Política nacional

Milei confirma que la Ley del Libro no va al Congreso

El anteproyecto que iba a liberar el precio de los libros quedó, por ahora, fuera de la agenda legislativa. Patricia Bullrich lo dijo primero y el propio Milei lo ratificó ante Infobae. Pero en las oficinas de Federico Sturzenegger insisten en que «no hay nada definido», una frase que abre más preguntas de las que cierra.

La Ley de Defensa de la Actividad Librera, la que fija que el precio de un libro lo pone el editor y que ese precio rige para todos por igual, iba a caer dentro del paquete de desregulaciones que impulsa el ministerio de Federico Sturzenegger. Este jueves, sin embargo, la senadora Patricia Bullrich le dijo a Infobae que esa reforma «no entró ni va a entrar» en esta etapa. El presidente Javier Milei, consultado por el mismo medio, respaldó la decisión y descartó cualquier fisura interna: «Hay perfecta consonancia en el proceso decisorio», afirmó.

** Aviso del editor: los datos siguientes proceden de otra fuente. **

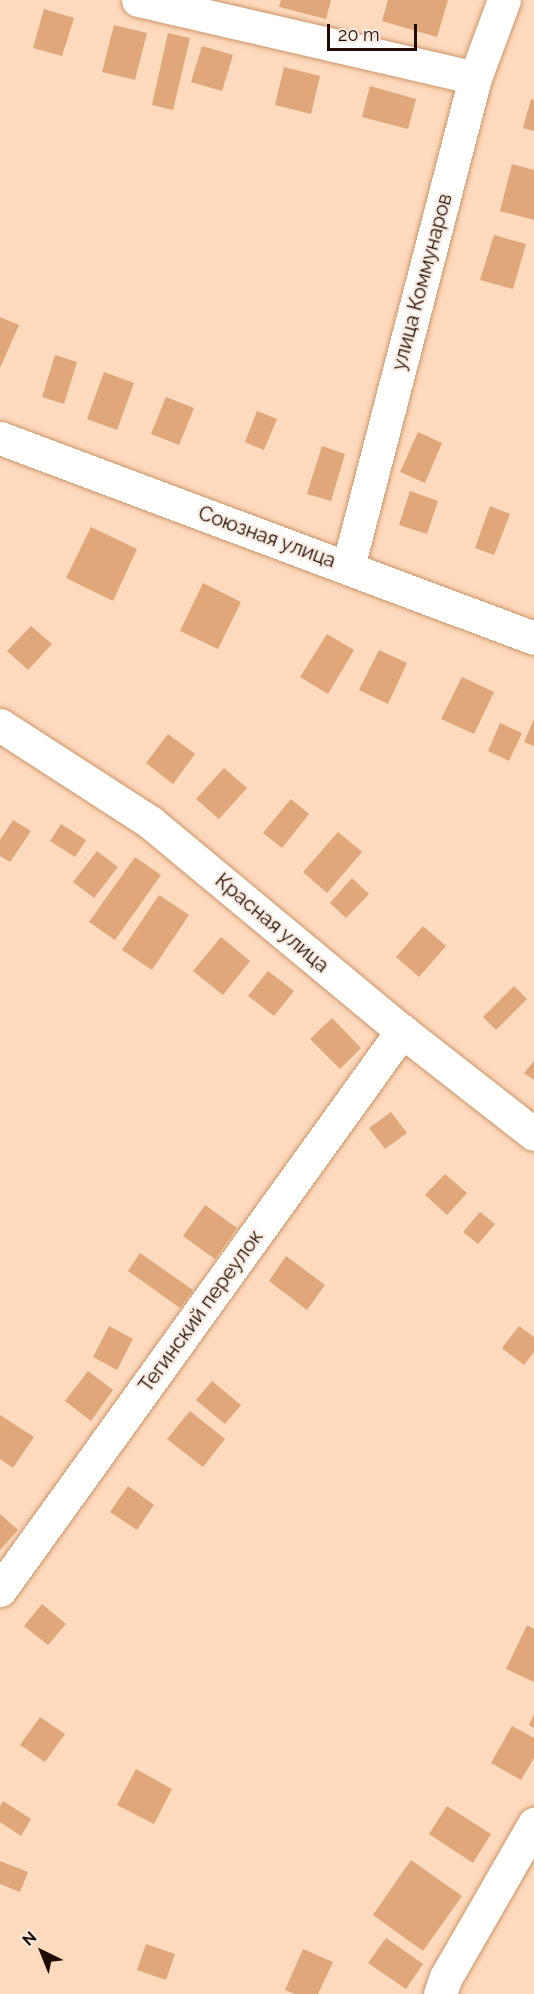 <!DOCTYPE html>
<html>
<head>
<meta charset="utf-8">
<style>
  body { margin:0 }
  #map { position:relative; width:534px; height:1994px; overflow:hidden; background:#fdd9bd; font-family:Raleway,sans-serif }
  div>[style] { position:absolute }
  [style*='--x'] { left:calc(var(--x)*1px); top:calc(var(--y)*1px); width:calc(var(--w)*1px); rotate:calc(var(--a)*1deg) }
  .building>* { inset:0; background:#e0a77a }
  .roads { filter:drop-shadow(0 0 2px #cc9568) drop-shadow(0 0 2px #cc9568) }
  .minor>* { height:33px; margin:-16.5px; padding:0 16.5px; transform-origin:16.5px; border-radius:16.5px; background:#fff }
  span { translate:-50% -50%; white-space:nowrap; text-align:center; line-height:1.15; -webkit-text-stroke:4.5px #f7ebe2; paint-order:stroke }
  .street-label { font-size:20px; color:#200c00 }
  .north { position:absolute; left:12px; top:1922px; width:60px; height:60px; -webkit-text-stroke:4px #f7ebe2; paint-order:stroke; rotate:317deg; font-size:16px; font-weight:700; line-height:24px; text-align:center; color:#200c00 }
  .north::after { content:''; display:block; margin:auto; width:21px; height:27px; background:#200c00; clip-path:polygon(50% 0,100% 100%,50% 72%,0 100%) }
  .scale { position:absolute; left:327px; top:24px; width:90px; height:27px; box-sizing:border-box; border:3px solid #200c00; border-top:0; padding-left:8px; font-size:18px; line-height:21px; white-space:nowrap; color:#200c00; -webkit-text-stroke:4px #f7ebe2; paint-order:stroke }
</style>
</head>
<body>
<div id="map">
  <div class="building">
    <div style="clip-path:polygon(281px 0,331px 0,326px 19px,279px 7px)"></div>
    <div style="clip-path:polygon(388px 0,448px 0,437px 37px,382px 21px)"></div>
    <div style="clip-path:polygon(44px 9px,74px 18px,62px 56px,33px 48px)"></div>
    <div style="clip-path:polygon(114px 25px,147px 33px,135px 80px,102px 72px)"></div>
    <div style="clip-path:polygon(168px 33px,190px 38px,173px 110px,152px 105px)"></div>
    <div style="clip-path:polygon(202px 46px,233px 55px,222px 91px,191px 82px)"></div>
    <div style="clip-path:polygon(284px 67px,320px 76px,311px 114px,275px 105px)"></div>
    <div style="clip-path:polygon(370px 86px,416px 99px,408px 129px,362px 117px)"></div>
    <div style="clip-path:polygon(531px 99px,534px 100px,534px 131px,523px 128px)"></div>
    <div style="clip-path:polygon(512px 164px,534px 170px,534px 220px,500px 211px)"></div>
    <div style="clip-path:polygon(494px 235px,526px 244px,513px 289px,480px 280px)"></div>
    <div style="clip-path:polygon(0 317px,19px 325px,0 368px)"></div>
    <div style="clip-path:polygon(55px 355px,77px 362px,64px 404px,42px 397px)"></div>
    <div style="clip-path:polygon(104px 372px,134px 383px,117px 430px,87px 419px)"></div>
    <div style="clip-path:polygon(166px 397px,194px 408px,179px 445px,151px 434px)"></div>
    <div style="clip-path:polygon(257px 411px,277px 419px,264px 450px,245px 442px)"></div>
    <div style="clip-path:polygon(418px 432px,442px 443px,425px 483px,400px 472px)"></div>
    <div style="clip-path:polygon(322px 446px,345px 454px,331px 501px,307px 494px)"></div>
    <div style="clip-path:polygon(410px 491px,438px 501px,427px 534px,399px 525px)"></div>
    <div style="clip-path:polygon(490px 506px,510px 514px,494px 555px,475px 548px)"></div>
    <div style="clip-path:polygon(91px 527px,137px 549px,113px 601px,66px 578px)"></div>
    <div style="clip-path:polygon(203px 583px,241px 602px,218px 649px,180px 631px)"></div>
    <div style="clip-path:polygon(31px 626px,52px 644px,28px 670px,7px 651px)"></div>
    <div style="clip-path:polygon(327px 634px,354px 650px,328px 694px,300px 677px)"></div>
    <div style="clip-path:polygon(379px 650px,407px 663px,388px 704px,359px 690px)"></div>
    <div style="clip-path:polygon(462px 677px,494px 692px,474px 734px,441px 719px)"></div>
    <div style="clip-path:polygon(534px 719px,534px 746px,524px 742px)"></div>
    <div style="clip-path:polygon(500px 723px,522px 733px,509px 761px,488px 751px)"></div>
    <div style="clip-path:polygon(168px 734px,195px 754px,173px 784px,146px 763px)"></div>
    <div style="clip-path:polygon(224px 768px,247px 788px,219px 819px,196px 799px)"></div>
    <div style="clip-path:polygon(291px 799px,309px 814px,282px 848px,263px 833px)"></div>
    <div style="clip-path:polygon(13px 820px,31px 831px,10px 862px,0 856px,0 840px)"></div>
    <div style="clip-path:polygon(61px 824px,86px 840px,75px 857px,50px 841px)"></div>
    <div style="clip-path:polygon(338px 832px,362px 852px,327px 893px,303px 872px)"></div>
    <div style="clip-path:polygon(97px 851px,118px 867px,94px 898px,73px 882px)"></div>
    <div style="clip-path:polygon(135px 857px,161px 875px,115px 940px,89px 922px)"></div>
    <div style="clip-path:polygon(352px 878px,369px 894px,346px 918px,330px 903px)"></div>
    <div style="clip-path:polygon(159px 895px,189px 915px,152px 970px,122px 950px)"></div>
    <div style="clip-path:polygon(423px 926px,446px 946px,419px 977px,396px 957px)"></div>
    <div style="clip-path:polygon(221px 937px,250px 961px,223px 995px,193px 971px)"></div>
    <div style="clip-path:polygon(268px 971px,294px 991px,274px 1016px,248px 996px)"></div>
    <div style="clip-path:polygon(514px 986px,527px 999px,496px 1030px,483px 1017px)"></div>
    <div style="clip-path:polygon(332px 1018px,361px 1048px,340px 1069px,310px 1039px)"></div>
    <div style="clip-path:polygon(534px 1061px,534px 1080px,524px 1073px)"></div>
    <div style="clip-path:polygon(391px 1112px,407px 1133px,385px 1149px,369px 1128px)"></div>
    <div style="clip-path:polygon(445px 1174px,467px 1193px,447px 1215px,425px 1195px)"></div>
    <div style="clip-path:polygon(205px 1205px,237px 1228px,215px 1259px,183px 1236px)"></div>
    <div style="clip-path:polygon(480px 1212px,495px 1224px,478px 1244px,463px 1232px)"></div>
    <div style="clip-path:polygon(140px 1253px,193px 1290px,180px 1308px,128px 1271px)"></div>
    <div style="clip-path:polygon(286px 1256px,325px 1285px,307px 1310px,269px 1281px)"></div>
    <div style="clip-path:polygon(109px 1326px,133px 1339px,117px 1370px,93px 1357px)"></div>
    <div style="clip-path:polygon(519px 1326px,534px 1337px,534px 1352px,524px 1365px,502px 1348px)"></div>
    <div style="clip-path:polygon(88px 1371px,113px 1390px,91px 1421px,65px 1401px)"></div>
    <div style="clip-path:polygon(212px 1381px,241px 1405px,225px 1424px,196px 1400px)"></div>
    <div style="clip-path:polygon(190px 1411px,225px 1439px,203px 1467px,167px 1439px)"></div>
    <div style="clip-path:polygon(0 1415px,34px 1437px,13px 1468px,0 1459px)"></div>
    <div style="clip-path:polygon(128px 1486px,154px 1505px,137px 1530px,110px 1512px)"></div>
    <div style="clip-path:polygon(0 1514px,18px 1530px,0 1550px)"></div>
    <div style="clip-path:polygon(42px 1604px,66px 1624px,48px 1645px,24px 1626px)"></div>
    <div style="clip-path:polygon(527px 1625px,534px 1629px,534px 1682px,506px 1669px)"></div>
    <div style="clip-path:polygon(534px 1714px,534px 1728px,529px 1725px)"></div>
    <div style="clip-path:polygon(40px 1717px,65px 1734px,45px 1762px,20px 1745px)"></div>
    <div style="clip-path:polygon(512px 1726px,534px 1738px,534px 1758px,521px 1780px,491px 1763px)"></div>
    <div style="clip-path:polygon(136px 1769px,172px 1789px,154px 1824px,117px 1805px)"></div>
    <div style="clip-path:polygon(3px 1801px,31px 1819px,21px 1836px,0 1822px,0 1806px)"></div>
    <div style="clip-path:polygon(447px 1806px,491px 1834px,473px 1863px,429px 1834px)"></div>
    <div style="clip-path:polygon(411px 1860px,462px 1896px,423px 1951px,373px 1915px)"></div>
    <div style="clip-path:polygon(0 1861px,28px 1872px,20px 1892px,0 1884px)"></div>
    <div style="clip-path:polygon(386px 1938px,423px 1964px,406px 1989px,368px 1963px)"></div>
    <div style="clip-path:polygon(146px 1944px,175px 1954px,166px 1980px,137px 1970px)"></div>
    <div style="clip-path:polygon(303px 1949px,333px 1962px,318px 1994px,295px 1994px,285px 1990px)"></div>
  </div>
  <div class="roads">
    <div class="minor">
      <div style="--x:138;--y:0;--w:346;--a:13"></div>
      <div style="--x:0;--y:438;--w:570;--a:20.53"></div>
      <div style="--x:348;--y:567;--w:505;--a:-75.44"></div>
      <div style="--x:475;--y:78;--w:83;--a:-69.6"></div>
      <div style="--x:0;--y:725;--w:179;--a:32.9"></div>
      <div style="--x:150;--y:822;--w:327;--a:39.7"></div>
      <div style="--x:402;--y:1031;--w:167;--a:38"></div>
      <div style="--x:0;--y:1590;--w:689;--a:-54.28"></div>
      <div style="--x:440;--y:1994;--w:18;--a:-71"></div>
      <div style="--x:446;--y:1977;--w:177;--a:-60.1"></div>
    </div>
  </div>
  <div class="street-label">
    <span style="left:422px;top:282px;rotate:-75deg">улица Коммунаров</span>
    <span style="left:267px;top:537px;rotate:20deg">Союзная улица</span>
    <span style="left:272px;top:923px;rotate:40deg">Красная улица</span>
    <span style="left:201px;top:1311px;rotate:-54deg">Тегинский переулок</span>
  </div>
  <div class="north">N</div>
  <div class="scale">20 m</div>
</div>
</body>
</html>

El argumento oficial para bajar la iniciativa es de prioridades. Según Bullrich, el Gobierno quiere «avanzar hacia medidas más estructurales» y, en esa lógica, «farmacias y librerías no lo son». Es una forma de decir que el precio fijo de los libros dejó de ser una batalla que valga la pena dar ahora, al menos en el Congreso. El dato relevante es que la marcha atrás llega después de semanas de rechazo casi unánime del sector editorial y librero, que se movilizó desde las librerías independientes hasta grupos grandes como ILHSA, dueño de Yenny y El Ateneo.

Pero hay un matiz que conviene no perder de vista. Voceros del propio ministerio de Desregulación salieron a aclarar que «no hay nada definido» respecto de la ley, y que lo único cierto es que la derogación «no está en ningún proyecto en el Congreso que se pueda debatir hoy». Es una diferencia sutil pero no menor entre Bullrich, que habla de una decisión tomada, y Sturzenegger, que prefiere dejar la puerta entreabierta. ¿Es un desacuerdo real de fondo o cada uno está jugando un rol distinto frente a la misma decisión?

El respaldo de Milei a Bullrich, en ese sentido, funciona como un mensaje hacia adentro del propio Gobierno. Si la mesa política es la que define la agenda legislativa, como dijo el presidente, entonces la decisión de no tratar la ley no es solo una concesión al sector librero: es también una señal de que Sturzenegger no maneja los tiempos en soledad. La pregunta que queda picando es si esto es un freno táctico, pensado para bajar la temperatura antes de una elección, o si el proyecto quedó directamente enterrado.

El rechazo al proyecto no fue solo corporativo. Juan Pablo Armenio, de la Cámara Argentina de Librerías Independientes, citó el caso inglés, donde la desregulación del precio fijo terminó con el cierre de 500 librerías y una suba generalizada de precios, salvo en los best sellers. Del otro lado, voces como la de Adolfo de Vincenzi, CEO de ILHSA, advirtieron sobre el riesgo de que cadenas de supermercados o plataformas como Mercado Libre entraran a competir con el libro como producto de atracción, algo que golpearía primero a las librerías chicas.

No todo el sector editorial defendió la ley tal como está. Hubo editores que, en off, reconocieron que la norma quedó atrasada frente a los cambios que trajo la tecnología y que hoy se cumple de manera parcial. La discusión, para varios de ellos, no era si actualizar la ley sino cómo hacerlo sin desarmar el esquema que sostiene a las librerías más chicas. Esa distinción, entre modernizar y desregular, es probablemente el terreno donde se va a jugar la próxima ronda de este debate.

Por ahora, el proyecto quedó afuera del Congreso y el sector librero puede leerlo como una victoria. Pero la frase de las oficinas de Sturzenegger, «no hay nada definido», deja abierta la puerta a que el anteproyecto vuelva a aparecer en otro momento, con otro nombre o dentro de otro paquete de reformas.